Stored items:
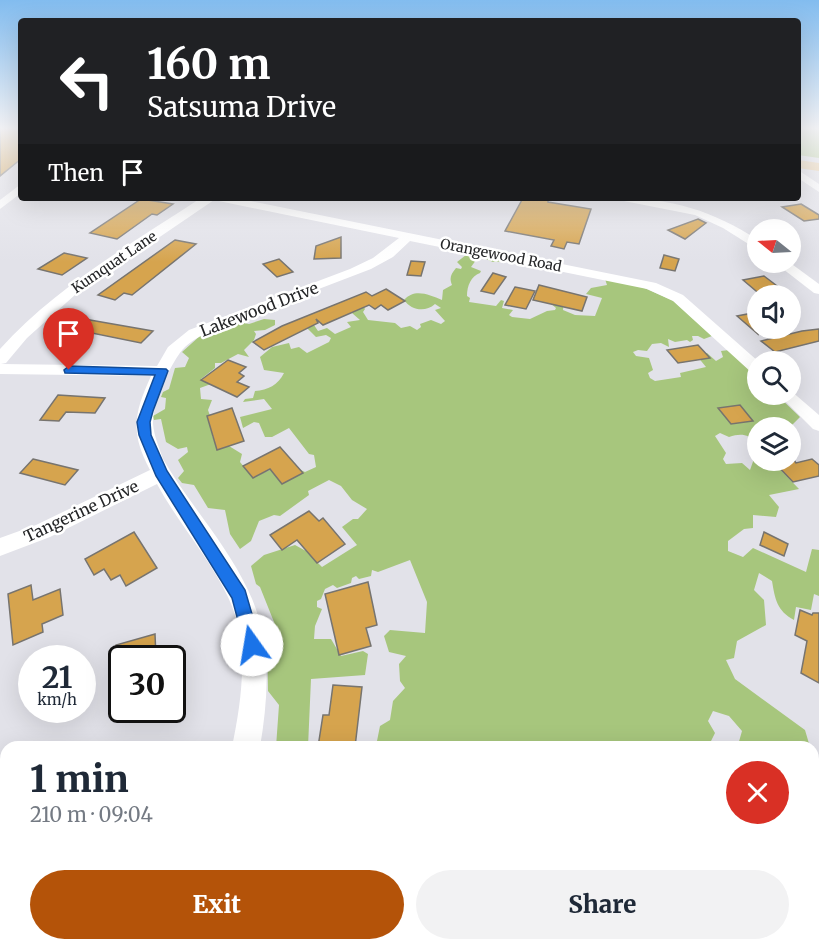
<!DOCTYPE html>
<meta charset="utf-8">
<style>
:root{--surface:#fff;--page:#f2f2f3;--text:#1f2937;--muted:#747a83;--accent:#b45309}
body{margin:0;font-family:Merriweather,serif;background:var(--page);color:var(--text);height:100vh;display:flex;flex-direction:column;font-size:22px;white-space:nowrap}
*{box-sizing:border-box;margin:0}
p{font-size:20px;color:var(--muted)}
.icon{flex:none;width:33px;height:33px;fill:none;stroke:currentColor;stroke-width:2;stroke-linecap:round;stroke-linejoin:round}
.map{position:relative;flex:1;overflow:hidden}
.drawer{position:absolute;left:0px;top:741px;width:819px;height:210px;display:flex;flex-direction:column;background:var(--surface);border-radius:18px 18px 0 0;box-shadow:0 6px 24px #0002}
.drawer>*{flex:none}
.banner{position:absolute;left:18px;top:18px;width:783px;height:183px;border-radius:6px;box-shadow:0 6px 24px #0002;background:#202124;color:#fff;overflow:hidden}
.needle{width:39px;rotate:288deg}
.controls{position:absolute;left:747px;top:219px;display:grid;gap:12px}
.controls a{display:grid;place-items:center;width:54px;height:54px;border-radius:50%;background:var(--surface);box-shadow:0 6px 24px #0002;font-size:30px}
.speed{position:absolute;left:18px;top:645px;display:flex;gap:12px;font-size:30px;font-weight:700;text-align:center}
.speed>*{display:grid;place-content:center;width:78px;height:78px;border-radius:50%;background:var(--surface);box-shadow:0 6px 24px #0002;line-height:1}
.speed small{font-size:15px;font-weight:400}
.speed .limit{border:3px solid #111;border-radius:9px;background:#fff;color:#111}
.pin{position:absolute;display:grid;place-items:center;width:51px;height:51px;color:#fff;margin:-62px -26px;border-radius:50% 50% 50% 0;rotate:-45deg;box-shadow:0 0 6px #0007}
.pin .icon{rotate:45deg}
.me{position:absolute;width:66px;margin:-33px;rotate:347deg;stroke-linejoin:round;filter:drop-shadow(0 0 4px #0008)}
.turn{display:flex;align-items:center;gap:21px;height:126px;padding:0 30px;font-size:27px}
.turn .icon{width:78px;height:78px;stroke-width:2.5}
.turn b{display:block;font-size:42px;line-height:51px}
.then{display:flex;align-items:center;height:57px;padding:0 30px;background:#0003;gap:12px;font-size:22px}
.round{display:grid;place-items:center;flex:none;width:63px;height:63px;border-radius:32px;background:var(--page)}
.overview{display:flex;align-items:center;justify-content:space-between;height:102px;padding:0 30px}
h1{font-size:36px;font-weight:800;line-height:45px}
.button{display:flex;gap:12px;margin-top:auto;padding:12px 30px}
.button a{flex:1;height:69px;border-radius:36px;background:var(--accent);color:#fff;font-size:24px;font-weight:800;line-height:69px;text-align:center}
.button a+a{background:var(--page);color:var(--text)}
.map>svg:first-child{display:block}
.green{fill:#a7c67d}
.building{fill:#d6a44e;stroke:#77746f;stroke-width:1.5}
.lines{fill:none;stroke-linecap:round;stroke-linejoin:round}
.minor{fill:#fff;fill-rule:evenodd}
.major{fill:#ecca93;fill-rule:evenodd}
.route{fill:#1a73e8;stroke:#114b97;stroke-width:1.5}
.labels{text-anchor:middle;stroke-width:5;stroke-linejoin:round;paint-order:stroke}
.far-street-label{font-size:14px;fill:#242527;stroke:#fff}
.street-label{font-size:16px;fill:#242527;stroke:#fff}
</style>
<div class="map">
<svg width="819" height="951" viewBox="0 0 819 951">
<rect width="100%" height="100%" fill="#e2e2e9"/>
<g class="green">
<path d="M 798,128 L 819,128 L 819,158 L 798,155 Z"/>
<path d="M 465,251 L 512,261 L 493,262 L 479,256 L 471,267 L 481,271 L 480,273 C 471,276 467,286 467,296 L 470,298 L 469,302 L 496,306 L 501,300 L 504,301 L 502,308 L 513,310 L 509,315 L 512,317 L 530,319 L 547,311 L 555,310 L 556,308 L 549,302 L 564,299 L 563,310 L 575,315 L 595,316 L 602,298 L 586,294 L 591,288 L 607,285 L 605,279 L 642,287 L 674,301 L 712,336 L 704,339 L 698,336 L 692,336 L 693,340 L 690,342 L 687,340 L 675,342 L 668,339 L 669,347 L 661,343 L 652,344 L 647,351 L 638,350 L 633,352 L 636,356 L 649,358 L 653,370 L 648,373 L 650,378 L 655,381 L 681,377 L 680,373 L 706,367 L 697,356 L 707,353 L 716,361 L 723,357 L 721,351 L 729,350 L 757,377 L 758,394 L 777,395 L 800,417 L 790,427 L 758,428 L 757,443 C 748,434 741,433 729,437 L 720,433 L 715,436 L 726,453 L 723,459 L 726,464 L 742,463 L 750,470 L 755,456 L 757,456 L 758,460 L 772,461 L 799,489 L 769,495 L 779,507 L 776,517 L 753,515 L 753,528 L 744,529 L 728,541 L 728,551 L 743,557 L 753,548 L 806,572 L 812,549 L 819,550 L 819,596 L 814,594 L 811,610 L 796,607 L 794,620 C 777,611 775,599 772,581 L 759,573 L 754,590 L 764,600 L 766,625 L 737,641 L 734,658 L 726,660 L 735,679 L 805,730 L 810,747 L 740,747 L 738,745 L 742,731 L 729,716 L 713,711 L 708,721 L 715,733 L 708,747 L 388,747 L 377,741 L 380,726 L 390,720 L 393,701 L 405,688 L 400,681 L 399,664 L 406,656 L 389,652 L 384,636 L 390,630 L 425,633 L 427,602 L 410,560 L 378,572 L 372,570 L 371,576 L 359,579 L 356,576 L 352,578 L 351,583 L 337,588 L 333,585 L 325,589 L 321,599 L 317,601 L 317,607 L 322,609 L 315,626 L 314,639 L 331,639 L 341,656 L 363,651 L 368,654 L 365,675 L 311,679 L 308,747 L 276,747 L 279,705 L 268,691 L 267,632 L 274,622 L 260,587 L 256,584 L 251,566 L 264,555 L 295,545 L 306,551 L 322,567 L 357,545 L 342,527 L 353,519 L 358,519 L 367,509 L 352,500 L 341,486 L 329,480 L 308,491 L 309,495 L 280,516 L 274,515 L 259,521 L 251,541 L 240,549 L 230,534 L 225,510 L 208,508 L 194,485 L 182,483 L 178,478 L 184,471 L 178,460 L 188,452 L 187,447 L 178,449 L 166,442 L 161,419 L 154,420 L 153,416 L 165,409 L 166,398 L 161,397 L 163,392 L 169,389 L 175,368 L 185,367 L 189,358 L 182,352 L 201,335 L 234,321 L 249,324 L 264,319 L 275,320 L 275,325 L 265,330 L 254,331 L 256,334 L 254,340 L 244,350 L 249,357 L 238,354 L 221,363 L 215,363 L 215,368 L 201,379 L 211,384 L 200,388 L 201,399 L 212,400 L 208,410 L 216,433 L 212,435 L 217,449 L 229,446 L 242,454 L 240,462 L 253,478 C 270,469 287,461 305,472 L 316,467 L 314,455 L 309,454 L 289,428 L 272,437 L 265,437 L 259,423 L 254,422 L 243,428 L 240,417 L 272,409 L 264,399 L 243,402 L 245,399 L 253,398 L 255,391 C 268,390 278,385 284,373 L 264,370 L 260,357 L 272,347 L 289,343 L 291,349 L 299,347 L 307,353 L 329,342 L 331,338 L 326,335 L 316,337 L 306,327 L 314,325 L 318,331 L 327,328 L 335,334 L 351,327 L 347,322 L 360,320 L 352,313 L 361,302 L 365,309 L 363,312 L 368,320 L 395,323 L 401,328 L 410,326 L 417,330 L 421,327 L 420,324 L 431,320 L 441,324 L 445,321 L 435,310 L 441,308 L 435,304 C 425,313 411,310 404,300 C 415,288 429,295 442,300 L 443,290 L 452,285 C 449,278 451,274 456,268 L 461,269 L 462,267 L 457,262 L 466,255 Z"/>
<path d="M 436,945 L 729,945 L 737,951 L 430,951 Z"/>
</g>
<g class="building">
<path d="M 0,128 L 21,128 L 21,159 L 0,176 Z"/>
<path d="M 523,198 L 548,200 L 548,202 L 591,209 L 579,244 L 567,242 L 564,249 L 551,246 L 554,240 L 505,231 Z"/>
<path d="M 141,199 L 173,204 L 157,215 L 152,214 L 117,239 L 90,233 Z"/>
<path d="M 801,204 L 819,215 L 819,219 L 804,221 L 782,207 Z"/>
<path d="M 698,219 L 706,223 L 685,239 L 668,230 Z"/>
<path d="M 341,237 L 341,258 L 314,259 L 316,246 Z"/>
<path d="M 175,240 L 196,244 L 132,295 L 124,293 L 115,300 L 98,295 Z"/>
<path d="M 64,253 L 87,258 L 62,275 L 38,269 Z"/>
<path d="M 664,255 L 679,259 L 675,271 L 660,268 Z"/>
<path d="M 279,259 L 293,272 L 277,277 L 263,264 Z"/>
<path d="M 411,261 L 425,262 L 421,276 L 407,275 Z"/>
<path d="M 493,273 L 506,277 L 494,294 L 481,291 Z"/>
<path d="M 764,276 L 785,292 L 762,296 L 743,280 Z"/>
<path d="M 539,285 L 587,297 L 582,311 L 533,300 Z"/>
<path d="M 515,287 L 535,291 L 526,309 L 505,305 Z"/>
<path d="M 386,289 L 405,301 L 388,310 L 381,305 L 375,309 L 369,305 L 323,325 L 316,319 L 318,323 L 264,350 L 253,342 L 282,326 L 366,292 L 372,296 Z"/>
<path d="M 758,312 L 758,334 L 737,316 Z"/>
<path d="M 66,316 L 90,320 L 153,331 L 141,343 L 92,333 L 80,344 L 51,338 L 63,328 L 69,328 L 64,327 Z"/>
<path d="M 819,329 L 819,341 L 775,352 L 761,341 L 802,331 Z"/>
<path d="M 698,345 L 710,358 L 678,363 L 667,350 Z"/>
<path d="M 228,360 L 246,367 L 239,373 L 244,376 L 237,382 L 249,387 L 237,397 L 201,380 Z"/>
<path d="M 58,395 L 105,398 L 95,413 L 66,412 L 59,421 L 40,420 Z"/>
<path d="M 740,405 L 753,421 L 731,424 L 718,408 Z"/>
<path d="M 232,408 L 244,441 L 217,450 L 207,416 Z"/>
<path d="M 280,447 L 303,473 L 282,484 L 270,469 L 253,478 L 243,466 Z"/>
<path d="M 33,459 L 78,470 L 65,485 L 20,473 Z"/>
<path d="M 812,459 L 819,465 L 819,476 L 793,482 L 772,460 L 794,460 L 796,463 Z"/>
<path d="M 309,511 L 319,521 L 323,518 L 345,544 L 317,563 L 297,540 L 282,550 L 270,535 Z"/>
<path d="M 134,532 L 157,568 L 126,586 L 120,575 L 111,580 L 104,569 L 94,575 L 85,559 Z"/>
<path d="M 764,532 L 788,544 L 784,556 L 760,545 Z"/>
<path d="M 368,582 L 377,625 L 366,628 L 371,646 L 339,655 L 325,594 Z"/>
<path d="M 31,585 L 33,600 L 60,589 L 63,615 L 42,624 L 43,632 L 13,645 L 8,594 Z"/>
<path d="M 800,610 L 812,615 L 813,613 L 819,613 L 819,683 L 801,673 L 807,641 L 795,635 Z"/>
<path d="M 155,634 L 156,658 L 115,658 L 116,645 Z"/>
<path d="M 333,685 L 362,687 L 355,747 L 318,747 L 323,715 L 329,715 Z"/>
</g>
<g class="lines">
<g class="minor">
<path d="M 798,170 L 819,184 L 819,192 L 798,178 Z"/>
<path d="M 21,184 L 21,193 L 0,209 L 0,200 Z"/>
<path d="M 201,198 L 235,198 L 656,283 L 683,295 L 759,362 L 758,362 L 758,374 L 752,373 L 673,301 L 647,289 L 410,241 L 393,257 L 371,269 L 217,328 C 205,333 194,339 185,347 C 171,361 152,404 153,424 C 154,436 159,447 163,459 C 189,504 226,543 248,590 C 272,639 269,694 260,747 L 232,747 C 242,699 250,643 228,597 C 209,557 178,523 157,484 L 50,537 L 0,556 L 0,538 L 36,525 L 150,470 C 130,433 134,413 151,376 L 0,374 L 0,349 C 57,286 131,244 201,198 ZM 214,200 L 399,238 L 373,258 L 350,269 L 189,330 L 168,347 L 157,366 L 1,364 L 6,363 L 27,338 L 76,294 Z"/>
<path d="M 618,198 C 672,198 713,211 758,240 L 758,250 L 723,228 L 695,215 L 624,201 Z"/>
<path d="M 774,262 L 789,262 L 819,284 L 819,294 L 814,293 Z"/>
<path d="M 790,390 L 819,415 L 819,431 L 813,429 L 778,394 L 790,394 Z"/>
<path d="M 190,945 L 224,945 L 223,951 L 189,951 Z"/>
</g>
<path class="major" d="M 798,160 L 819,163 L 819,171 L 798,168 Z"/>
</g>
<linearGradient id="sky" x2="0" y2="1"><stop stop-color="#82bcef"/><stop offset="0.49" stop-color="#f2f2f5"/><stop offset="1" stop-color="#f2f2f5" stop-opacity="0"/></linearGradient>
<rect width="819" height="262" fill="url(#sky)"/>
<path class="route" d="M 69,366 L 166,369 L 168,371 L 153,411 L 150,422 L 151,435 L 167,471 L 245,590 L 261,645 L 259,651 L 252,653 L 246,651 L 232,598 L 156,476 L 139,435 L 137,422 L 155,375 L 65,373 L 64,370 Z"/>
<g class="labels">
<g class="far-street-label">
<text transform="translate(501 255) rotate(11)" y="5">Orangewood Road</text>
<text transform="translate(114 262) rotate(-34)" y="5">Kumquat Lane</text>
</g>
<g class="street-label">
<text transform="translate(259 309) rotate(-21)" y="6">Lakewood Drive</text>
<text transform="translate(81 511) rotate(-25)" y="6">Tangerine Drive</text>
</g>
</g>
</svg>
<div class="controls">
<a><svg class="needle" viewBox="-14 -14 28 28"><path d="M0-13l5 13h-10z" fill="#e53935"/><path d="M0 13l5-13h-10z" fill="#747a83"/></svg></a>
<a><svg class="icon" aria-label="sound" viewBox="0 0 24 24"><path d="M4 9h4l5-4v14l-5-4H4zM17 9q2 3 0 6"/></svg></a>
<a><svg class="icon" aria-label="search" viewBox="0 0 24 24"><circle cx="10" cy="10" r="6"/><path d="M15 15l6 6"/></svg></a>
<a><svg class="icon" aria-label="layers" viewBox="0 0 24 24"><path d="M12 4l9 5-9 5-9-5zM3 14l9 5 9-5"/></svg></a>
</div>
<div class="speed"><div>21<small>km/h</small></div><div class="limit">30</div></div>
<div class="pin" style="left:69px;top:370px;background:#d93025"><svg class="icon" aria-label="arrive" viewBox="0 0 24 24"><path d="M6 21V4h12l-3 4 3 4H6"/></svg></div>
<svg class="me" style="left:252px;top:645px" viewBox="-20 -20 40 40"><circle r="19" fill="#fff"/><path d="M0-13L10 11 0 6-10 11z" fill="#1a73e8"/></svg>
<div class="banner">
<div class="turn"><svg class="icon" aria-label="left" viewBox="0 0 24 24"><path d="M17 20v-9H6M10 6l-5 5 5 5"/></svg><div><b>160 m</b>Satsuma Drive</div></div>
<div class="then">Then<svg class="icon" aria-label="arrive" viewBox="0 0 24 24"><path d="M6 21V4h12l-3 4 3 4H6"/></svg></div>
</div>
<section class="drawer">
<div class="overview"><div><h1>1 min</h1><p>210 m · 09:04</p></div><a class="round" style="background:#d93025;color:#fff"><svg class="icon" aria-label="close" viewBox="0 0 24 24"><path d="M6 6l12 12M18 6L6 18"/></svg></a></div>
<div class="button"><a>Exit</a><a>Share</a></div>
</section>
</div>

INSTRUCTIONS FOR THE TASK: The required output is each line of the entries that contains the word "lines".

SOLUTION:
.lines{fill:none;stroke-linecap:round;stroke-linejoin:round}
<g class="lines">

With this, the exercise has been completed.